* Problem details
Your answer must be the full listing, repeated word for word.

* Given data
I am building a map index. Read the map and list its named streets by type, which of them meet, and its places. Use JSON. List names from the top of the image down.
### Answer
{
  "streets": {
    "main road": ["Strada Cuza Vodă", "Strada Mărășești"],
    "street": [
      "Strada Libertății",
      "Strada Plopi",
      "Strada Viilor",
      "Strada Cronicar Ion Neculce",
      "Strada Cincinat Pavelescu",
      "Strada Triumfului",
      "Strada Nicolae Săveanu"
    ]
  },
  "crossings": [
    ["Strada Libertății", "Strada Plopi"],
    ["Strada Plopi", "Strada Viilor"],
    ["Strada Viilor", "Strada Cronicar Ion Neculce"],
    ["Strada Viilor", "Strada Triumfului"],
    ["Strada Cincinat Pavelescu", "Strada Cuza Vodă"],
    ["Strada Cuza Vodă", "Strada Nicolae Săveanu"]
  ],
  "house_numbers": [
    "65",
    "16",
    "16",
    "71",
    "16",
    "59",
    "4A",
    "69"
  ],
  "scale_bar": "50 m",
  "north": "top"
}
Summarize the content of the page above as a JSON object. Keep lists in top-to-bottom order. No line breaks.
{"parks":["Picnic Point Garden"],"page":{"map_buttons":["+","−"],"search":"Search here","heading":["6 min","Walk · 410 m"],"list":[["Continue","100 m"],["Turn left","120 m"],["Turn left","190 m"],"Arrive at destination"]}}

* Exercise result
I am building a map index. Read the map and list its named streets by type, which of them meet, and its places. Use JSON. List names from the top of the image down.
### Answer
{
  "streets": {
    "main road": ["Strada Cuza Vodă", "Strada Mărășești"],
    "street": [
      "Strada Libertății",
      "Strada Plopi",
      "Strada Viilor",
      "Strada Cronicar Ion Neculce",
      "Strada Cincinat Pavelescu",
      "Strada Triumfului",
      "Strada Nicolae Săveanu"
    ]
  },
  "crossings": [
    ["Strada Libertății", "Strada Plopi"],
    ["Strada Plopi", "Strada Viilor"],
    ["Strada Viilor", "Strada Cronicar Ion Neculce"],
    ["Strada Viilor", "Strada Triumfului"],
    ["Strada Cincinat Pavelescu", "Strada Cuza Vodă"],
    ["Strada Cuza Vodă", "Strada Nicolae Săveanu"]
  ],
  "house_numbers": [
    "65",
    "16",
    "16",
    "71",
    "16",
    "59",
    "4A",
    "69"
  ],
  "scale_bar": "50 m",
  "north": "top"
}
Summarize the content of the page above as a JSON object. Keep lists in top-to-bottom order. No line breaks.
{"parks":["Picnic Point Garden"],"page":{"map_buttons":["+","−"],"search":"Search here","heading":["6 min","Walk · 410 m"],"list":[["Continue","100 m"],["Turn left","120 m"],["Turn left","190 m"],"Arrive at destination"]}}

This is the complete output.